Tons of societies, both now and in the past, would readily agree that rape is a Very Bad Thing. Unfortunately, what they consider to be rape, and why they consider it to be bad, sometimes take appalling forms. I said in the previous essay that intercourse is sometimes treated as a duty spouses owe to one another; well, when that’s true, then there’s no such thing as rape within a marriage. If a husband wants sex from his wife (and it most commonly flows in that direction, though not always), then under this mentality, he’s legally and morally within his rights to take it whenever he wants. The wife gave her permanent consent by marrying him. In my country, we didn’t start to criminalize marital rape until the 1970s, and it wasn’t fully outlawed until 1993.
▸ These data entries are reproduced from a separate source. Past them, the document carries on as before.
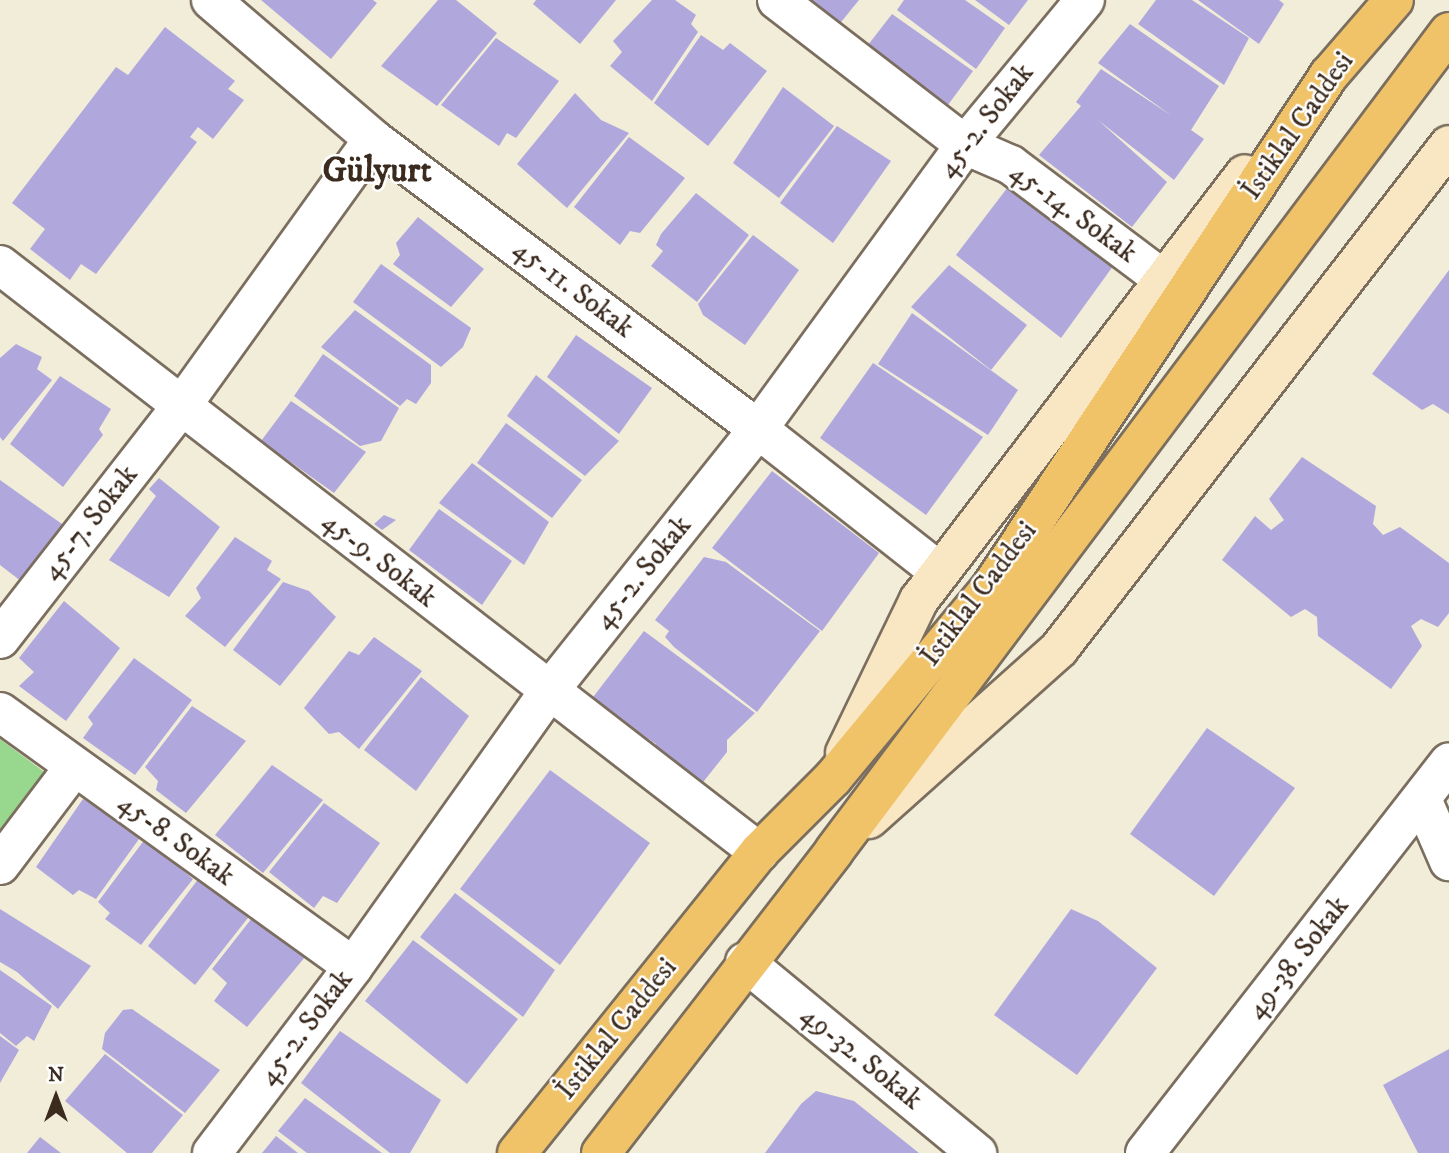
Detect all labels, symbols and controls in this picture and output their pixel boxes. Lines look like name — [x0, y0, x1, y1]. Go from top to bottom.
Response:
street label: İstiklal Caddesi — [1235, 46, 1361, 206]
street label: 45-2. Sokak — [931, 57, 1041, 185]
district label: Gülyurt — [322, 150, 432, 192]
street label: 45-14. Sokak — [1003, 156, 1143, 270]
street label: 45-11. Sokak — [506, 233, 640, 345]
street label: 45-7. Sokak — [35, 459, 145, 587]
street label: 45-9. Sokak — [315, 505, 443, 615]
street label: 45-2. Sokak — [587, 510, 699, 636]
street label: İstiklal Caddesi — [914, 515, 1044, 673]
street label: 45-8. Sokak — [111, 787, 241, 893]
street label: 49-38. Sokak — [1240, 890, 1356, 1026]
street label: İstiklal Caddesi — [550, 951, 684, 1107]
street label: 45-2. Sokak — [252, 964, 360, 1092]
street label: 49-32. Sokak — [793, 999, 929, 1117]
north arrow — [21, 1062, 91, 1132]
text: N — [48, 1064, 64, 1087]

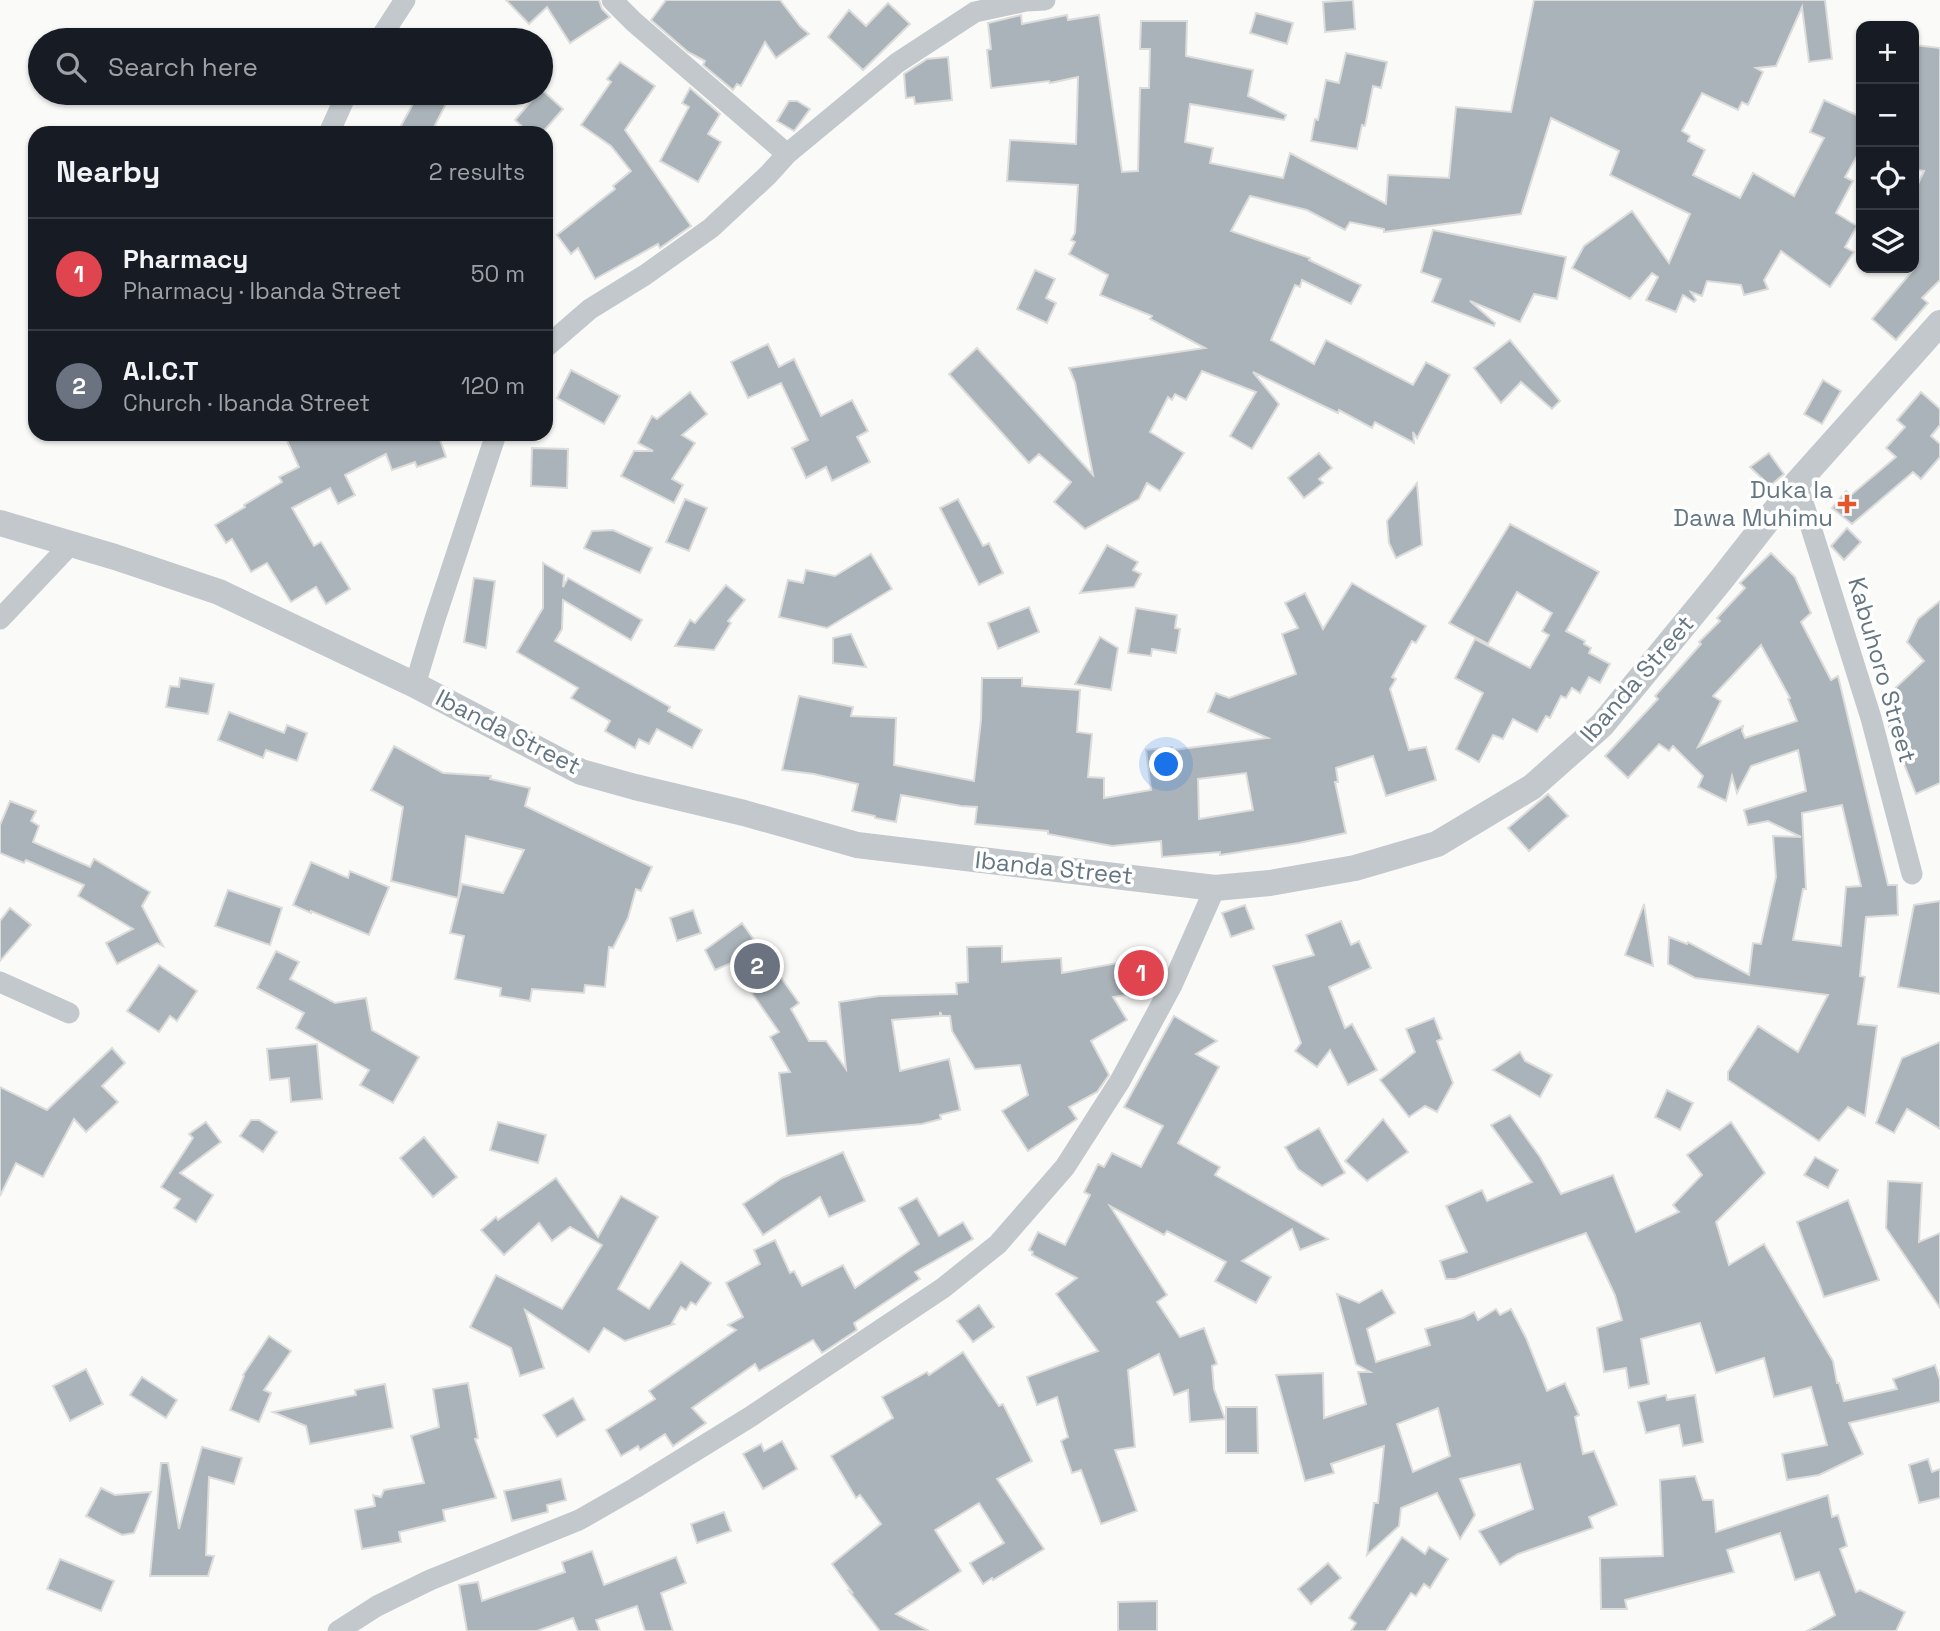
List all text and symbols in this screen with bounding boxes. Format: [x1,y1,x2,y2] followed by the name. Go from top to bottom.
[1856,21,1919,273] map controls
[1856,21,1919,84] button: +
[28,28,553,105] search box
[52,48,90,86] icon: search
[108,50,258,84] text: Search here
[1856,84,1919,147] button: −
[1856,147,1919,210] button: locate
[56,152,160,191] text: Nearby
[429,157,525,187] text: 2 results
[1856,210,1919,273] button: layers
[123,242,248,276] text: Pharmacy
[74,259,84,289] text: 1
[471,259,525,289] text: 50 m
[123,276,401,306] text: Pharmacy · Ibanda Street
[123,354,199,388] text: A.I.C.T
[72,371,86,401] text: 2
[461,371,525,401] text: 120 m
[123,388,370,418] text: Church · Ibanda Street
[1673,474,1833,533] place label: Duka la Dawa Muhimu
[1839,496,1855,512] marker: Duka la Dawa Muhimu
[1841,574,1924,766] street label: Kabuhoro Street
[1573,609,1700,749] street label: Ibanda Street
[431,682,586,781] street label: Ibanda Street
[1149,747,1183,781] your location
[974,844,1135,891] street label: Ibanda Street
[734,940,780,992] pin: 2
[1118,947,1164,999] pin: 1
Nor have wives been the only vulnerable targets. In slave-holding societies, slaves are generally considered fair game; it’s legally impossible to rape them because their consent is meaningless in the eyes of the law. And our problems with victim-blaming now are simply a continuation of past attitudes where any “unchaste” woman — meaning not just a sexually promiscuous woman, but one who behaved immodestly or stepped outside society’s bounds — basically had it coming. Even speaking to a man might be taken as proof that she consented.
In fact, rape was often treated as a Very Bad Thing not because it harmed the woman, but because it harmed the man she belonged to. If she was unmarried, then the offense was against her father, who now had a soiled daughter on his hands. If she was married, then her husband was the one suffering grievous insult. Prosecution or revenge was for the man’s sake, not the woman’s. Meanwhile, folklore and history alike are full of women who died in the aftermath, either committing suicide, or simply perishing from shame. That was basically the only way to retroactively re-establish her virtue — because no virtuous woman would live with that stain — and if she didn’t do it herself, her outraged father or husband might do it for her.
Obviously in the preceding paragraphs I’ve slipped into speaking of rape specifically as something inflicted by men on women. That’s not true, of course, though it does represent the majority of sexual assaults. Women can rape men; women can rape women; men can rape men — and the rape of men might be the most stigmatized of all. Even in societies that aren’t ancient Rome, with citizen men whose status means they should never be beaten or penetrated, there’s a strong sense that being raped damages a man’s identity as a man. As a result, they can be even more profoundly reluctant to come forward than female victims are. This makes the true frequency difficult to measure.
But it does happen . . . and here’s a place where speculative fiction has often fallen down very badly. We have piles of novels that feature the pervasive sexual assault of women as just “how things were in the past” (nevermind the evidence to the contrary from historians who actually study that past), but vanishingly few that touch on the sexual assault of men. And this is true even in violent, hierarchical, all-male contexts — like, say, armies — which we know are where male-on-male rape is the most likely to happen. To pick one extremely well-known and justly criticized example: George R.R. Martin’s series A Song of Ice and Fire is positively saturated with sexual assault of female characters, but the Night’s Watch? The violent, hierarchical, all-male military unit that’s sequestered under harsh and dangerous conditions? The narrative provides them with a convenient brothel, rather than having them turn on each other. It doesn’t matter that most of those men are probably straight; so are most of the men who rape each other in war contexts. Rape is more about power than about desire, and as with bestiality, it’s a crime often born of opportunity.
If any of these offenses are going to appear in a story, it behooves the author to pay attention to when, where, and why they happen in reality. And while the in-story response to them may not always match our current ideals, that should be a deliberate choice, not unthinking bias at work.